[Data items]
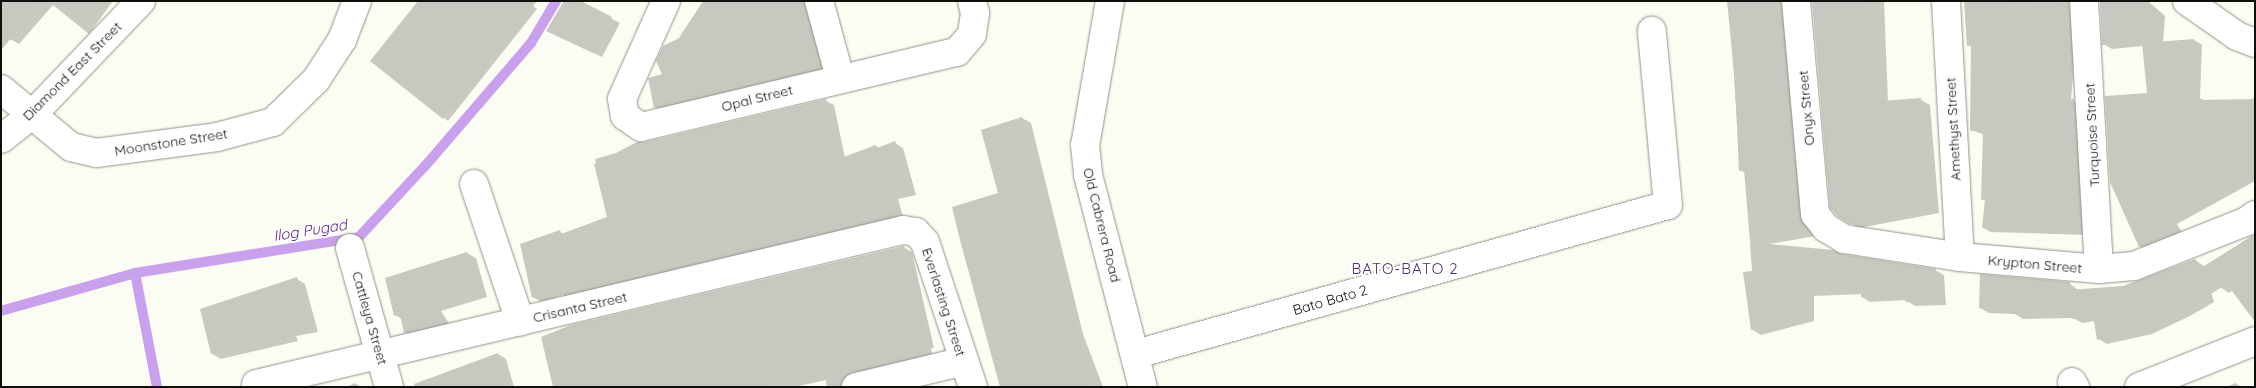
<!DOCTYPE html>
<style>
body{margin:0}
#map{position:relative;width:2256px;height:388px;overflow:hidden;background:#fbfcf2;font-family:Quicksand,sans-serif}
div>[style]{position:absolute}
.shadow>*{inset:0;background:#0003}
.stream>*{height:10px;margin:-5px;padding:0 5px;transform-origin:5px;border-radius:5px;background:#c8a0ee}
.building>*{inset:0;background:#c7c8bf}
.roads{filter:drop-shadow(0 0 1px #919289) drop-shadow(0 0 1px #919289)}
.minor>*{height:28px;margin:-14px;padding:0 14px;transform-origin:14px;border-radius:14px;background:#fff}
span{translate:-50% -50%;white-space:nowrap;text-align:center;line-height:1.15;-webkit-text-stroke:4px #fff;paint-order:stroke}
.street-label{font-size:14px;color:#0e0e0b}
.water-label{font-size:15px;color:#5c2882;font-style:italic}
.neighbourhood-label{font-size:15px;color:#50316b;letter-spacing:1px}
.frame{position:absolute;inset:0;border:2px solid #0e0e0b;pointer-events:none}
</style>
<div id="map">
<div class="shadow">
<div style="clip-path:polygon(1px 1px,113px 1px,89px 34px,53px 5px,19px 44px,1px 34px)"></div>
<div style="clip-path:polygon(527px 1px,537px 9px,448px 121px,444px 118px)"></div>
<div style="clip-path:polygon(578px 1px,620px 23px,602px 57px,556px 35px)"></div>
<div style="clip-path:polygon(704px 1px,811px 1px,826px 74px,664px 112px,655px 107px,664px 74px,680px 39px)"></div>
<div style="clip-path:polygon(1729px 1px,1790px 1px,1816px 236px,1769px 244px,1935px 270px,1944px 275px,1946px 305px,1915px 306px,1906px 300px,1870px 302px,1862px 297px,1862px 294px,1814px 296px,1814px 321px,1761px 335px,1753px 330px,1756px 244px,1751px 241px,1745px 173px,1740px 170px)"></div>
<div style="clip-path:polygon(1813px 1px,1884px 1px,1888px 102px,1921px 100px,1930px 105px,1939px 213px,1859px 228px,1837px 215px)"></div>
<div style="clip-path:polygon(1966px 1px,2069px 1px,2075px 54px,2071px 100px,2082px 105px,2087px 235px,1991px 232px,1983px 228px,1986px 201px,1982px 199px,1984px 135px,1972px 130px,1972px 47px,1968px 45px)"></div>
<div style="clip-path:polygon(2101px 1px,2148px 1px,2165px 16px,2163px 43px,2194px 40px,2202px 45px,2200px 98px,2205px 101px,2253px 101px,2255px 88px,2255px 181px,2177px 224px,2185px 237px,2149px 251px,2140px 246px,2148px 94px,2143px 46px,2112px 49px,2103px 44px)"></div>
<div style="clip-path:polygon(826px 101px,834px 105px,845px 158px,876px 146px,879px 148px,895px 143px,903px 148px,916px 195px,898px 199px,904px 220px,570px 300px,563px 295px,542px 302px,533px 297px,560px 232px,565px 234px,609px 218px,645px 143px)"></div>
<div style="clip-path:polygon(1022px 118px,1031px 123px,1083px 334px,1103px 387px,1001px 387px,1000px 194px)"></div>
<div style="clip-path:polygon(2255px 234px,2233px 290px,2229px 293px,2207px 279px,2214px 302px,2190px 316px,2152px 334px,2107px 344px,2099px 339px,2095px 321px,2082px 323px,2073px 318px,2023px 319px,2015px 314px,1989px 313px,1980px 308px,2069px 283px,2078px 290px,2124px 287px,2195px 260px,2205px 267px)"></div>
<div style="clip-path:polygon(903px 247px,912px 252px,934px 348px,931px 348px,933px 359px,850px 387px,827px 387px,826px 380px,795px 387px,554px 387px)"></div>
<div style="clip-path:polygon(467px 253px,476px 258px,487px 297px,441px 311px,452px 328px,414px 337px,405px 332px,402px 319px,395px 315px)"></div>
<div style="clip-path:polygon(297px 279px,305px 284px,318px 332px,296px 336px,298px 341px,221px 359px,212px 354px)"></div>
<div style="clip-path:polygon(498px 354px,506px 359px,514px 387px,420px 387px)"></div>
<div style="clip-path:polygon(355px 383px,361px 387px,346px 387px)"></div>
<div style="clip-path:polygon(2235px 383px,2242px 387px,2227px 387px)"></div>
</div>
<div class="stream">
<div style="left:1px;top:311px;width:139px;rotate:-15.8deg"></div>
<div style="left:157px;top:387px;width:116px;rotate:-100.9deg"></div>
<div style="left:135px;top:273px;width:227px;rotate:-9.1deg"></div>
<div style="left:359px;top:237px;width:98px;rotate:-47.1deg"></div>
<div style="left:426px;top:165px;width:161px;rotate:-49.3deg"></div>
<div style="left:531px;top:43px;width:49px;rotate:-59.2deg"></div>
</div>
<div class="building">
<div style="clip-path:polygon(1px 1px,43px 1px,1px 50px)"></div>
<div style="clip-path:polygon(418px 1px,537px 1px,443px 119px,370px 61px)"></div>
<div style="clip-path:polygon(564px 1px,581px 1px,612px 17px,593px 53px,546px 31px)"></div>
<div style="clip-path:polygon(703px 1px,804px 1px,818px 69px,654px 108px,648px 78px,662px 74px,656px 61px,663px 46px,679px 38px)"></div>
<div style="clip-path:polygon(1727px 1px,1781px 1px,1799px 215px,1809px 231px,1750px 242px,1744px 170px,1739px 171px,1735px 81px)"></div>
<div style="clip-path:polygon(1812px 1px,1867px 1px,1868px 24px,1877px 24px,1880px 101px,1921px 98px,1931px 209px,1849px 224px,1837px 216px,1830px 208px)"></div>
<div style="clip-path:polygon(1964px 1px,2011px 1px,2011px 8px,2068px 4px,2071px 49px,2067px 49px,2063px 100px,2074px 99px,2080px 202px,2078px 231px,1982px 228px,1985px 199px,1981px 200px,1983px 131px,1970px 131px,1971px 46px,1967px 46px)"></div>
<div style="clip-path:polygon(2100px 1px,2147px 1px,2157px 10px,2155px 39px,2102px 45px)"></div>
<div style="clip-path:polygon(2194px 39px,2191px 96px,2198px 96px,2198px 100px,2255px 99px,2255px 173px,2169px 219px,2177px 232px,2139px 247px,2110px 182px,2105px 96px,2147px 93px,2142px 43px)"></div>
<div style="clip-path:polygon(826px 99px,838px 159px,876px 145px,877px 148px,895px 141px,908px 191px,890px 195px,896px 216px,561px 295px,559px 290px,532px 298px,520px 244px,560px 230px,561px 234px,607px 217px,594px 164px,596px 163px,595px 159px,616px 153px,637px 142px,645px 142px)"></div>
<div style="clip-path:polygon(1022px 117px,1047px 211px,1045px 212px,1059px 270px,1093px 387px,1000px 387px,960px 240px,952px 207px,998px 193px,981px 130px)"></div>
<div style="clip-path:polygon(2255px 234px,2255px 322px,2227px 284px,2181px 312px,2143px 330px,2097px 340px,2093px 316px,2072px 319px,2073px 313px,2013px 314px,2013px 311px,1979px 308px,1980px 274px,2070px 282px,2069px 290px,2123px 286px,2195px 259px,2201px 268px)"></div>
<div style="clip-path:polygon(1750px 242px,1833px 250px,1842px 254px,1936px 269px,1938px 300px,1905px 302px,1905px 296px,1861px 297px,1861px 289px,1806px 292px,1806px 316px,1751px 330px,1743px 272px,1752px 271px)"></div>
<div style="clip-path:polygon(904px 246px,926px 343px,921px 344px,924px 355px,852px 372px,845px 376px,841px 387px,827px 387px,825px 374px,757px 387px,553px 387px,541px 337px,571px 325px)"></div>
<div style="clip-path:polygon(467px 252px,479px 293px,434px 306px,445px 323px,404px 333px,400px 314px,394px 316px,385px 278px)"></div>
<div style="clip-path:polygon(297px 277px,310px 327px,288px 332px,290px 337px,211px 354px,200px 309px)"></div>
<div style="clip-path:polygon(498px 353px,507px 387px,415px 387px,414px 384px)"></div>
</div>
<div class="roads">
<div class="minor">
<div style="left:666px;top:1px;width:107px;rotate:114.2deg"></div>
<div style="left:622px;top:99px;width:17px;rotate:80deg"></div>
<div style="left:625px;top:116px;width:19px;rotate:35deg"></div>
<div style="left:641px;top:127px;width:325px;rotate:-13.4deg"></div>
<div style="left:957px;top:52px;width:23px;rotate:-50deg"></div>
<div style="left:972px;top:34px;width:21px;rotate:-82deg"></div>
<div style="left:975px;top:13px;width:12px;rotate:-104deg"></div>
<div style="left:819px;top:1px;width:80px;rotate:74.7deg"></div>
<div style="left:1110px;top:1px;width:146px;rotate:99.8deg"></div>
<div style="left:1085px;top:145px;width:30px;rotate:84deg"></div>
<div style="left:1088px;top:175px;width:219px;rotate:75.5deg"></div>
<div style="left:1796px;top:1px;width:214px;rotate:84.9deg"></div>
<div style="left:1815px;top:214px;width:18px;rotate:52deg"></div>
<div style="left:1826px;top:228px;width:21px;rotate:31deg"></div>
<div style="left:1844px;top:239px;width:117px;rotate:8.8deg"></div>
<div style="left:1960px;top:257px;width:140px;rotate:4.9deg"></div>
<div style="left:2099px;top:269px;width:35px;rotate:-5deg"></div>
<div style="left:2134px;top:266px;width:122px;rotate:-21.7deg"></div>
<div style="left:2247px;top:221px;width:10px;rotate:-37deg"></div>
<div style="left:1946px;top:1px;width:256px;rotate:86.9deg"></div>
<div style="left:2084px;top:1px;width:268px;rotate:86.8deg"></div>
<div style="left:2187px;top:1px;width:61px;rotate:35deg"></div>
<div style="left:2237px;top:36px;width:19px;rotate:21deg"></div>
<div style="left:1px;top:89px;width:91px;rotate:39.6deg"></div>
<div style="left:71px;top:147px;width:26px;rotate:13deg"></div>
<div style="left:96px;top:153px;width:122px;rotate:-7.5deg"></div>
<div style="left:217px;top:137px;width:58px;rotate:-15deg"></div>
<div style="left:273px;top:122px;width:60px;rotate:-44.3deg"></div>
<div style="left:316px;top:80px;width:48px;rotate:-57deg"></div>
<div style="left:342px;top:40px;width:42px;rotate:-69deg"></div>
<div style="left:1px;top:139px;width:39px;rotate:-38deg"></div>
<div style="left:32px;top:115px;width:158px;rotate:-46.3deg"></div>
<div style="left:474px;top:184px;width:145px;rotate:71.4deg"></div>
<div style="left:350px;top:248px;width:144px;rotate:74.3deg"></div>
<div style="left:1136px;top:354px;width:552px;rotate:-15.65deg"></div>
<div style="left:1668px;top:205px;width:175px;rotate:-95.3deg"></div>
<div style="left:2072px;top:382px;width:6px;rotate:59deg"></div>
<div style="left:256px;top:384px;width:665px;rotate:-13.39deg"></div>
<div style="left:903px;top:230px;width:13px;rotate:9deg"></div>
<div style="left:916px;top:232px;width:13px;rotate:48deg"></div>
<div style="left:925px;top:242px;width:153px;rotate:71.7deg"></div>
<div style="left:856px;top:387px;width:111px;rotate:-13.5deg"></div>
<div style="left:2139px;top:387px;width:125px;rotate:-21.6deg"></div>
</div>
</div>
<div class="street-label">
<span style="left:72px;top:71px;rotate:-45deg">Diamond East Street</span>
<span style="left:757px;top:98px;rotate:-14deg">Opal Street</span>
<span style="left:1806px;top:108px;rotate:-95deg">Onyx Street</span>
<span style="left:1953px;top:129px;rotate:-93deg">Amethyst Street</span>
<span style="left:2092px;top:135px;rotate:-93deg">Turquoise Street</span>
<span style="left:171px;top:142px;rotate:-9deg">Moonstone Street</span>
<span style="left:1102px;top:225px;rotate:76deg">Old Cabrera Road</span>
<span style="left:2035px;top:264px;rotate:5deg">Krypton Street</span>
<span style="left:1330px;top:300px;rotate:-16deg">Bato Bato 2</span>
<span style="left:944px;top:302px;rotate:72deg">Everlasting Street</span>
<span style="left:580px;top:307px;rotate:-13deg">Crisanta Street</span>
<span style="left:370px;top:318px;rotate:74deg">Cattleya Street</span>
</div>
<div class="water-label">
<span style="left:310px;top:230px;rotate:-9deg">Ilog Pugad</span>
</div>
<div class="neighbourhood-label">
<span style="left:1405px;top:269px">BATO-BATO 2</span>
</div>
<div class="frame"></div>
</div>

WORK ITEM: Show all lines in the records above that hold "stream".

REPLY TO THE EXERCISE:
.stream>*{height:10px;margin:-5px;padding:0 5px;transform-origin:5px;border-radius:5px;background:#c8a0ee}
<div class="stream">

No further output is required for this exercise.